実はサムはクローンで、サムとしての記憶はコピーされたものだった。任期を終えても地球に帰ってはおらず、また次のクローンが3年の任期を果たす。地球との交信ができないのは企業が妨害電波を発していたからで、それに気づいたサムは妨害電波の届かないところにまで行き、地球の自宅にテレビ電話を。妻は数年前に亡くなっていて、娘は成長していた。そして瓜二つの男は、本来なら入れ違いに任務を果たすはずだった次のクローン。2人ははじめはいがみあっていたがやがて秘密と自分たちの身の上に気付き、月からの脱出を試みる。
テレビ電話で通話する妻や娘、会社の役員などはいるものの、実質的にはサムを演じるサム・ロックウェルのひとり芝居だ。ロボットの声は、ケビン・スペイシーが演じている。監督はダンカン・ゾウイ・ヘイウッド・ジョーンズ。

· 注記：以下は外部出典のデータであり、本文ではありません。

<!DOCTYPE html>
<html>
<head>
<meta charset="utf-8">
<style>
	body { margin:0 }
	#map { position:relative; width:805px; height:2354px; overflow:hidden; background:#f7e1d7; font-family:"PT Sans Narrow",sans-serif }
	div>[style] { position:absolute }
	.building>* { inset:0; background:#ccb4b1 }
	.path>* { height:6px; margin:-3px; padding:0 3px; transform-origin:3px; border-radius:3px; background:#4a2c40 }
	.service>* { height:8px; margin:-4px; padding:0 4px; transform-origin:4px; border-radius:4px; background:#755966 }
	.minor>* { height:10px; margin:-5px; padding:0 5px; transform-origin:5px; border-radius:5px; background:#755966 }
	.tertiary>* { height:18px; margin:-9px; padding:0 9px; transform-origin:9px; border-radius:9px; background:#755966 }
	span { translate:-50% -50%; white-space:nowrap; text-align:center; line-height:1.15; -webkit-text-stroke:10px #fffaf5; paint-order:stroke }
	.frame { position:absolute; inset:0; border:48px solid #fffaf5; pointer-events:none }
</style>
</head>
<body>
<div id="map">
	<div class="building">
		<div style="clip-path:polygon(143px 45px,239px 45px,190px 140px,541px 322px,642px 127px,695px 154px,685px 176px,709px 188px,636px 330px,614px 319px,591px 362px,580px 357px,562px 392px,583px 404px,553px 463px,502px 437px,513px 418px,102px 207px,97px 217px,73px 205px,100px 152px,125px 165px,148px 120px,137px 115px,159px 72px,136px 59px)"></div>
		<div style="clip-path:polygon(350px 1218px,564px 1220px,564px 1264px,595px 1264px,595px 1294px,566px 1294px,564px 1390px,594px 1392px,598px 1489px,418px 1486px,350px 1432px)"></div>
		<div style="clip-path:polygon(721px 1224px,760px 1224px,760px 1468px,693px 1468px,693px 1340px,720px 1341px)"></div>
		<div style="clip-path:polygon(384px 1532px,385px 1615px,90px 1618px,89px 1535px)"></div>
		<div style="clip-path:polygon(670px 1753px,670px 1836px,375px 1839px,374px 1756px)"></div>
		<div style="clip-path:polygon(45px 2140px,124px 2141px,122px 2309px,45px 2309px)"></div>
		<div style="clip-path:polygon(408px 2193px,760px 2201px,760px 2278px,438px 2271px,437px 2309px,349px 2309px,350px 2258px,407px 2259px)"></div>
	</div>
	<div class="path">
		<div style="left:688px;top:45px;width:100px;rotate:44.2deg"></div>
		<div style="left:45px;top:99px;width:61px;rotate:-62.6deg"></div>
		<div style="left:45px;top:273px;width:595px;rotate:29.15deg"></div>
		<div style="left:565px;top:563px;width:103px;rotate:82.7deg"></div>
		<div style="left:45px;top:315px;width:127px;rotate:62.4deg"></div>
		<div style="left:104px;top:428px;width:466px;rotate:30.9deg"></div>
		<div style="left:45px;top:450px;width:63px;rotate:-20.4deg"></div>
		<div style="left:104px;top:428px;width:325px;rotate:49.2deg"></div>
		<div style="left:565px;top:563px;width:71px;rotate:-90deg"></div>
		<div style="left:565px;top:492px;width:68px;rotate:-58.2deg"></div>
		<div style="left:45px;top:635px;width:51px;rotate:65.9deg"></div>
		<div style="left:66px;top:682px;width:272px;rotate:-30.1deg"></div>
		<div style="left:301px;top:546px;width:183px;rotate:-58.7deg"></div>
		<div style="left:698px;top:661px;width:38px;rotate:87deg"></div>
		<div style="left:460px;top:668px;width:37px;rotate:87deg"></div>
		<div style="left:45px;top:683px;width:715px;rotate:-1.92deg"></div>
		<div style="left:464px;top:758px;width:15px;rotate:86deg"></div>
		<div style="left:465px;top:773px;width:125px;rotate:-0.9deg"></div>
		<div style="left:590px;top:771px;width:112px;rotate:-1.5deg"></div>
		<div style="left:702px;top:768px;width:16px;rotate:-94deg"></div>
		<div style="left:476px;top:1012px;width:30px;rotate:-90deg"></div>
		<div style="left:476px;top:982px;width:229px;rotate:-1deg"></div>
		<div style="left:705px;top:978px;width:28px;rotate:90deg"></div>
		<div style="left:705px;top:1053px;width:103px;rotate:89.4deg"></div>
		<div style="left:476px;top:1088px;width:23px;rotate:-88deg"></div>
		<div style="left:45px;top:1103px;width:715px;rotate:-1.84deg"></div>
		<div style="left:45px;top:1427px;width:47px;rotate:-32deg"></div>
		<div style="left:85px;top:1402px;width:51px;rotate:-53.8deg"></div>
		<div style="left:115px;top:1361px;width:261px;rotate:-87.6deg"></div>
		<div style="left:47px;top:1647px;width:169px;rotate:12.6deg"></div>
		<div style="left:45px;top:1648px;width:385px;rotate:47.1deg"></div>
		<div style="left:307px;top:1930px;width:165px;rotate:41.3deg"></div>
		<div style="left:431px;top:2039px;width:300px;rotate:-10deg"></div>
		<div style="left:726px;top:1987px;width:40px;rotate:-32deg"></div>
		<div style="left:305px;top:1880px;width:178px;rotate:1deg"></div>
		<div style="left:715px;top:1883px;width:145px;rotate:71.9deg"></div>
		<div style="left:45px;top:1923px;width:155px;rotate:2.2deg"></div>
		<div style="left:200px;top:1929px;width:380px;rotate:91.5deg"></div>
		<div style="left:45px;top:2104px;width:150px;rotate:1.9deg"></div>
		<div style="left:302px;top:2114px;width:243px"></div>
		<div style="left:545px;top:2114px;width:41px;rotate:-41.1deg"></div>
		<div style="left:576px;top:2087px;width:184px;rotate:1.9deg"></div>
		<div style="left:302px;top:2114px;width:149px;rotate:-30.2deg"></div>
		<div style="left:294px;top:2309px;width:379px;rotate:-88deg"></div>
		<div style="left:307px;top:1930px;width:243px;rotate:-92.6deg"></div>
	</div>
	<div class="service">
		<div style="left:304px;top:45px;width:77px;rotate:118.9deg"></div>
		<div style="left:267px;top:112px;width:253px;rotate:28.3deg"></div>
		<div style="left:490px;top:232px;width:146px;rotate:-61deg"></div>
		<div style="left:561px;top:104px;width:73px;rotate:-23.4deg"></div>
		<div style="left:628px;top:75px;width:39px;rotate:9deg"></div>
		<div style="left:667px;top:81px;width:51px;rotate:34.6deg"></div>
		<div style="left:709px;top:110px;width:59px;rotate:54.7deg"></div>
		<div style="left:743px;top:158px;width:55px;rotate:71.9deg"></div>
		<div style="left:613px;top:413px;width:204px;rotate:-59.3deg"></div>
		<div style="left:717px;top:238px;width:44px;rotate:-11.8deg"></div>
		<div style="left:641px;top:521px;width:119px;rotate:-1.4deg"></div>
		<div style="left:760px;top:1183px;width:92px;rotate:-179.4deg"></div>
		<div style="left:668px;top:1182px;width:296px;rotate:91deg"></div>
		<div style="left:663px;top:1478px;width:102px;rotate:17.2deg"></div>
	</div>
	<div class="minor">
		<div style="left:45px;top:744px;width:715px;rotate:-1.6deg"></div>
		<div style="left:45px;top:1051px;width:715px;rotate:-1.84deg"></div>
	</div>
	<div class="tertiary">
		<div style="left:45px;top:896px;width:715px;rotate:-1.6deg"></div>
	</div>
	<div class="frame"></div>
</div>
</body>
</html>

映画監督としては新人だが、父親はあのデヴィッド・ボウイである。原題がシンプルに『Moon』となっているのに、邦題を『月に囚われた男』としたのには、日本の映画関係者のセンスを感じる。父ボウイは、『地球に落ちて来た男』という映画に異星人役で主演している。

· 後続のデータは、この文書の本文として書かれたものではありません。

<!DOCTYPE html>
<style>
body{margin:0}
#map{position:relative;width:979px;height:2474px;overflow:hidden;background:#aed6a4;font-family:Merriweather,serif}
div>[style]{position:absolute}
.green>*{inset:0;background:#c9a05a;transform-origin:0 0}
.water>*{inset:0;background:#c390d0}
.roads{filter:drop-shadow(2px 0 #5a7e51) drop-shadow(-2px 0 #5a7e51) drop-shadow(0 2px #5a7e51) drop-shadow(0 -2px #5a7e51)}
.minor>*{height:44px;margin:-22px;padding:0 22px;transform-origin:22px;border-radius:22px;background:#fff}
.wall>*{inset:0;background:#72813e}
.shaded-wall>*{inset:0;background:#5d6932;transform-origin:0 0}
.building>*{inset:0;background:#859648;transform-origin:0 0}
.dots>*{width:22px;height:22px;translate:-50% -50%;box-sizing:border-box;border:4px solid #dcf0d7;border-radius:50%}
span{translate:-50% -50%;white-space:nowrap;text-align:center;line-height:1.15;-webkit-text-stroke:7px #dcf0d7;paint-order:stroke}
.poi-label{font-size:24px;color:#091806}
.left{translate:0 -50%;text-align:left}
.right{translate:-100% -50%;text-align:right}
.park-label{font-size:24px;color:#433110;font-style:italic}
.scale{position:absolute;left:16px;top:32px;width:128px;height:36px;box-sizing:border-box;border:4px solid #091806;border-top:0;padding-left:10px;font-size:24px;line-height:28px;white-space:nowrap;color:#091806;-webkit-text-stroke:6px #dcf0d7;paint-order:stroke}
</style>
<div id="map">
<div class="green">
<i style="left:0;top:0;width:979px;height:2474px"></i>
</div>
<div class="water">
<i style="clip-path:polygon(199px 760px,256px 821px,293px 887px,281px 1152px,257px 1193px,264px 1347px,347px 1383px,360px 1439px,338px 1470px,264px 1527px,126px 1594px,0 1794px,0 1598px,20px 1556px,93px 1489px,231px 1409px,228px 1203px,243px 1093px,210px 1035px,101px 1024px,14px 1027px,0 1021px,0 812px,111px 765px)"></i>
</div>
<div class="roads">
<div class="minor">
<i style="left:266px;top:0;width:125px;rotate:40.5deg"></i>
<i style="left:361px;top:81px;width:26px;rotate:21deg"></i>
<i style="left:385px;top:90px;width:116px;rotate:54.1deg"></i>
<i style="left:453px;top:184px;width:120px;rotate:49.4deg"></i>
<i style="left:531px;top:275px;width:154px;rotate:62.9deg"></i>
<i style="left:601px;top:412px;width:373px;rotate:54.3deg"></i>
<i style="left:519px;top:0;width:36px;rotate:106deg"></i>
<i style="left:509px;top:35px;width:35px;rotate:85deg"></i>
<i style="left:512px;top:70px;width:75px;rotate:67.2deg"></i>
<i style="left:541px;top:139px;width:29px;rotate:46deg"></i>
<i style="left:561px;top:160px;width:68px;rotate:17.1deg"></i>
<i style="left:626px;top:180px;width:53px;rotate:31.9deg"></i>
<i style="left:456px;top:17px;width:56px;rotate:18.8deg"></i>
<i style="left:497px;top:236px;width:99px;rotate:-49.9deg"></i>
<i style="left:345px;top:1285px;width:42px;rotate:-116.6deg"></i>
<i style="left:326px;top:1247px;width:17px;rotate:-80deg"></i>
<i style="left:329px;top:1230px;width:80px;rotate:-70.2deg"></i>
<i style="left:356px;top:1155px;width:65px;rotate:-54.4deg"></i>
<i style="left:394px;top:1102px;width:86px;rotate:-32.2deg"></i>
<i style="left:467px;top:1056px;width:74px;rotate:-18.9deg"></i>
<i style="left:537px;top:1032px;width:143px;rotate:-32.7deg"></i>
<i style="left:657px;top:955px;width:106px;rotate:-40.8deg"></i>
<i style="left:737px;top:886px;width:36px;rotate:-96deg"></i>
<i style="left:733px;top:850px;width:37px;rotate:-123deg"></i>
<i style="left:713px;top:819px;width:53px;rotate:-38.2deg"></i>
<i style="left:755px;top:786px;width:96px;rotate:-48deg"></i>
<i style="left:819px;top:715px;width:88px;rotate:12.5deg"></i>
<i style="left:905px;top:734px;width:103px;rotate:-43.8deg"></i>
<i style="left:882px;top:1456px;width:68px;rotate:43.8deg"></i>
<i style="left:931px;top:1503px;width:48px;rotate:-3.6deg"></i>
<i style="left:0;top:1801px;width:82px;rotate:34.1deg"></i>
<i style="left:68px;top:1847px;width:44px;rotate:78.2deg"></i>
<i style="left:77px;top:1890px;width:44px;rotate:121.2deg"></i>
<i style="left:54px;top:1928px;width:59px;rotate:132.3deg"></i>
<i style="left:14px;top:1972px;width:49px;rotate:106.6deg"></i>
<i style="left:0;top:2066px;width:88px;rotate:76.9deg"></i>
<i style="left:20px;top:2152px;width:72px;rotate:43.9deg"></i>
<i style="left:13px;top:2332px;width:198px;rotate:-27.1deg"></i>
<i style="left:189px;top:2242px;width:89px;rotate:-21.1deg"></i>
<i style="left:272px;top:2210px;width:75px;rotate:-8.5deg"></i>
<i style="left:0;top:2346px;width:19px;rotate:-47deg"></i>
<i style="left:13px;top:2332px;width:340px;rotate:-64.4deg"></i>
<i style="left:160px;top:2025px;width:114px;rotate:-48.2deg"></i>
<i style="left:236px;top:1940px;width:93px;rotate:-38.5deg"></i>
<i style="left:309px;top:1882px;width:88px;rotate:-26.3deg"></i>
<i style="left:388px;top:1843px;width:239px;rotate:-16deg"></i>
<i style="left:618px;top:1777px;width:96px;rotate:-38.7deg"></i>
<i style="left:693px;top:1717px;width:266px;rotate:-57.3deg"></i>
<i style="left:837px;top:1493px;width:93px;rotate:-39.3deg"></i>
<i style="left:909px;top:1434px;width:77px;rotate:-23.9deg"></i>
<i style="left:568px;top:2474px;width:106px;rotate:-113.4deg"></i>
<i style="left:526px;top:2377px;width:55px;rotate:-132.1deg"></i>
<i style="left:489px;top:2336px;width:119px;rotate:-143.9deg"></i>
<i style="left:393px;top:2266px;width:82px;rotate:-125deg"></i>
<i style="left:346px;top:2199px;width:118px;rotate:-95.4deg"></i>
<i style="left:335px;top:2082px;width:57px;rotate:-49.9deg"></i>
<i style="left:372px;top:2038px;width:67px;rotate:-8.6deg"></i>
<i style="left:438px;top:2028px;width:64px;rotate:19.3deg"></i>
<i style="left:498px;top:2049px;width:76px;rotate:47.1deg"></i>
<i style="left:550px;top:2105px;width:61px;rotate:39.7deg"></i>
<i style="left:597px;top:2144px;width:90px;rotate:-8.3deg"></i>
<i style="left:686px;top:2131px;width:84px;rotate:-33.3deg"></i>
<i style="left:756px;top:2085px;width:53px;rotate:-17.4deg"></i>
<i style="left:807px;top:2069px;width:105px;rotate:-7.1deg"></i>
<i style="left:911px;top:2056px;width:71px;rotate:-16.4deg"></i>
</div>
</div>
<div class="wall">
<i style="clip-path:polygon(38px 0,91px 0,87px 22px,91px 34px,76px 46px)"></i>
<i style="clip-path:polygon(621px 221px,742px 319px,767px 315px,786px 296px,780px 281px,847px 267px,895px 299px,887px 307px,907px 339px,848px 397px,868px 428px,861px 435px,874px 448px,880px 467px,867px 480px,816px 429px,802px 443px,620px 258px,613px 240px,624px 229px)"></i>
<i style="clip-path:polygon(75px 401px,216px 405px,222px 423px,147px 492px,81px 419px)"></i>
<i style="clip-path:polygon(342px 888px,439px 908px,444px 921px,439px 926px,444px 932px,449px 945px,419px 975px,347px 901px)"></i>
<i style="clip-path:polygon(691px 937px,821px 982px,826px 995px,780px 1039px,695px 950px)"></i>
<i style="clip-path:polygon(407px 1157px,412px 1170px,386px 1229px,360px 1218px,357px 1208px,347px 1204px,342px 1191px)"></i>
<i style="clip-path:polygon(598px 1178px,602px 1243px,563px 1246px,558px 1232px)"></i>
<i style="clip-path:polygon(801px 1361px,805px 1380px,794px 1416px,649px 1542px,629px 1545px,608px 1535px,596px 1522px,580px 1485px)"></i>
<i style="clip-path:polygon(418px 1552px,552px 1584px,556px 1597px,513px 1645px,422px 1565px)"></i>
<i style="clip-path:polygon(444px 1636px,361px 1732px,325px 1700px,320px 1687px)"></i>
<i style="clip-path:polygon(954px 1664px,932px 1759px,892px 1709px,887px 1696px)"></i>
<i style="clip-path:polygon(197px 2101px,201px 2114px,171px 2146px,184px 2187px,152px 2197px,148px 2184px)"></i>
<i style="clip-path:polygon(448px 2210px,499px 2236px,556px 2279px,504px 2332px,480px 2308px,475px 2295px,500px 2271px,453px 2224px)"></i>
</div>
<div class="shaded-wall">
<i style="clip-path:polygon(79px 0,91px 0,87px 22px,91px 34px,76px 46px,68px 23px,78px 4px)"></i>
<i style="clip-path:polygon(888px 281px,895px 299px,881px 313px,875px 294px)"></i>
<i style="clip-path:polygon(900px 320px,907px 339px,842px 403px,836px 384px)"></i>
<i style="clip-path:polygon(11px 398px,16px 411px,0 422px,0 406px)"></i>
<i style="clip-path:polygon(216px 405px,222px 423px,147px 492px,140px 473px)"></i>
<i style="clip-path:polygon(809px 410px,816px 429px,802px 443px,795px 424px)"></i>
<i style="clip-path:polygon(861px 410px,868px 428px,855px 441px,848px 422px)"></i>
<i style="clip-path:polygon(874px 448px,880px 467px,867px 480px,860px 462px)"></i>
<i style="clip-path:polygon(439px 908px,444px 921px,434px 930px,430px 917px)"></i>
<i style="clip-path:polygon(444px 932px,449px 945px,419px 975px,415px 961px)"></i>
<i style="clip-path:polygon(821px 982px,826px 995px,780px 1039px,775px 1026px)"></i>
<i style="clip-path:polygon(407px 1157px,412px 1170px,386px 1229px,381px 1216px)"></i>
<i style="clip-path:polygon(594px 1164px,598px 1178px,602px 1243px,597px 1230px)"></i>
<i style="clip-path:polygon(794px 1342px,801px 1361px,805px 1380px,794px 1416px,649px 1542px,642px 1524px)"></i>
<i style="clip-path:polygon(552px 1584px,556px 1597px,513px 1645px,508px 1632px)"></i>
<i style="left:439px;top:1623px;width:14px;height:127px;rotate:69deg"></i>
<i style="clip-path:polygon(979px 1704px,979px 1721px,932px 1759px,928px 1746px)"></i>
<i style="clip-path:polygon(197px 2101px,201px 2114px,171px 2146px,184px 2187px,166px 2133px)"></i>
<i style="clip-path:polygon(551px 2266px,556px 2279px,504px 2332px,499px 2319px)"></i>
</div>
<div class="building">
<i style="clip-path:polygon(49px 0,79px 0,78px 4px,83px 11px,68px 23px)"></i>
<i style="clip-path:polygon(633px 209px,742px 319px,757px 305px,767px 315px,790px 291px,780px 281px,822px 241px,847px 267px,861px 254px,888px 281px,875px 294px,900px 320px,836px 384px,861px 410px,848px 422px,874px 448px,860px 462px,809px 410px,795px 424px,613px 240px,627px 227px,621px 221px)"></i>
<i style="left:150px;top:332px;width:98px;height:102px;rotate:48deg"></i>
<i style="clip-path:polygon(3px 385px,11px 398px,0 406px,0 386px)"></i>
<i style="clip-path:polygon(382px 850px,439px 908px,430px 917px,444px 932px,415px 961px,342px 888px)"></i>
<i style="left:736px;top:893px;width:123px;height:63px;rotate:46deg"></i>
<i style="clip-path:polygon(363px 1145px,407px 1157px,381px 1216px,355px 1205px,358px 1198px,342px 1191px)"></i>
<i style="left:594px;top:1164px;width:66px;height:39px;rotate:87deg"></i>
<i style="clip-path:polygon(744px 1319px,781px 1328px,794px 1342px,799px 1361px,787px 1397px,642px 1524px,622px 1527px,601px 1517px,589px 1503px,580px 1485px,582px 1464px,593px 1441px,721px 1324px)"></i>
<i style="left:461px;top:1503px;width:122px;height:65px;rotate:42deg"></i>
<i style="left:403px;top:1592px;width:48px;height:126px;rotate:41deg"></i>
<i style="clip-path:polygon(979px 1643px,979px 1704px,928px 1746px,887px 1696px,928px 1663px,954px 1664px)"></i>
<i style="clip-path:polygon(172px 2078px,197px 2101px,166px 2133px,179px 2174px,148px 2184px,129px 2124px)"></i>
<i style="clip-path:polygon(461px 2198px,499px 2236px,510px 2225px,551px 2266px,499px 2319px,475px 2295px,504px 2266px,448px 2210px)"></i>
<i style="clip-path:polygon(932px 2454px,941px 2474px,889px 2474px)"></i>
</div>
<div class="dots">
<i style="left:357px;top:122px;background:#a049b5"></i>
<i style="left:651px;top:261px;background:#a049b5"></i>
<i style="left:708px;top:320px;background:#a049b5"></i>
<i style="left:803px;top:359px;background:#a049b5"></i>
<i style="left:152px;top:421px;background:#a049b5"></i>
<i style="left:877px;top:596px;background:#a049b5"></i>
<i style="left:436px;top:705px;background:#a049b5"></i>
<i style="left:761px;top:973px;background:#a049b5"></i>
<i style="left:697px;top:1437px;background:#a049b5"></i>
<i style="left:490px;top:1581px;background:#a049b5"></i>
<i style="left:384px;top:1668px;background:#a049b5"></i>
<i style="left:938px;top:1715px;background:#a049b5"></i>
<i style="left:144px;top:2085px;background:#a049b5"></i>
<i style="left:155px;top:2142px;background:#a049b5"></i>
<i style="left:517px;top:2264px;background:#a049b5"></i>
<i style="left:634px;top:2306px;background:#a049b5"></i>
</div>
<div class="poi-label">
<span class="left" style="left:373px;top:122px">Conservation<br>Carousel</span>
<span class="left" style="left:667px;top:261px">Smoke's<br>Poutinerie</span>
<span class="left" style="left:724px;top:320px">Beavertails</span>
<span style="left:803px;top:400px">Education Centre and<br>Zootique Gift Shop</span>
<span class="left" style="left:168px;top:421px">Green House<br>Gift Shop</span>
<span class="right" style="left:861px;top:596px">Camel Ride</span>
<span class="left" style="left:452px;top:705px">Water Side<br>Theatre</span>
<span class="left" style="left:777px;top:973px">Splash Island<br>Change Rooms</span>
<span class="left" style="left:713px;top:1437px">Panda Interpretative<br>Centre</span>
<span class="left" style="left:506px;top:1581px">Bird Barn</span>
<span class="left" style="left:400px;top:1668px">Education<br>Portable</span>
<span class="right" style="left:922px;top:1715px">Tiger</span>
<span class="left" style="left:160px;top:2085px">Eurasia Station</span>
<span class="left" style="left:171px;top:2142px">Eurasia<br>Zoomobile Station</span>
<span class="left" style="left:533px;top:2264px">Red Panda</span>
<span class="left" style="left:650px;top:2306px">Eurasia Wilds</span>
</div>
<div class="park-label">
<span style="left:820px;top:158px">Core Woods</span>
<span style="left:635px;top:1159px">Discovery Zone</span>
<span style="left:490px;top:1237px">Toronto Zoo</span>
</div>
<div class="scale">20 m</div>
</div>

月、基地という、ほとんど密室と言っていい空間を舞台にした、非常に地味な作品である。しかし、過去のSF名作映画へのオマージュと思わせる要素がいくつかある。基地内における人間とロボットとの対話は『2001年宇宙の旅』を思わせるし(ただしロボットのスタンスがまるで異なっているが)、クローンでありながら人間らしく振舞わんとしているのは、『ブレードランナー』に通ずるものを感じる。この映画、原作があるのかと思ったら、ダンカン・ジョーンズのオリジナルのようだ。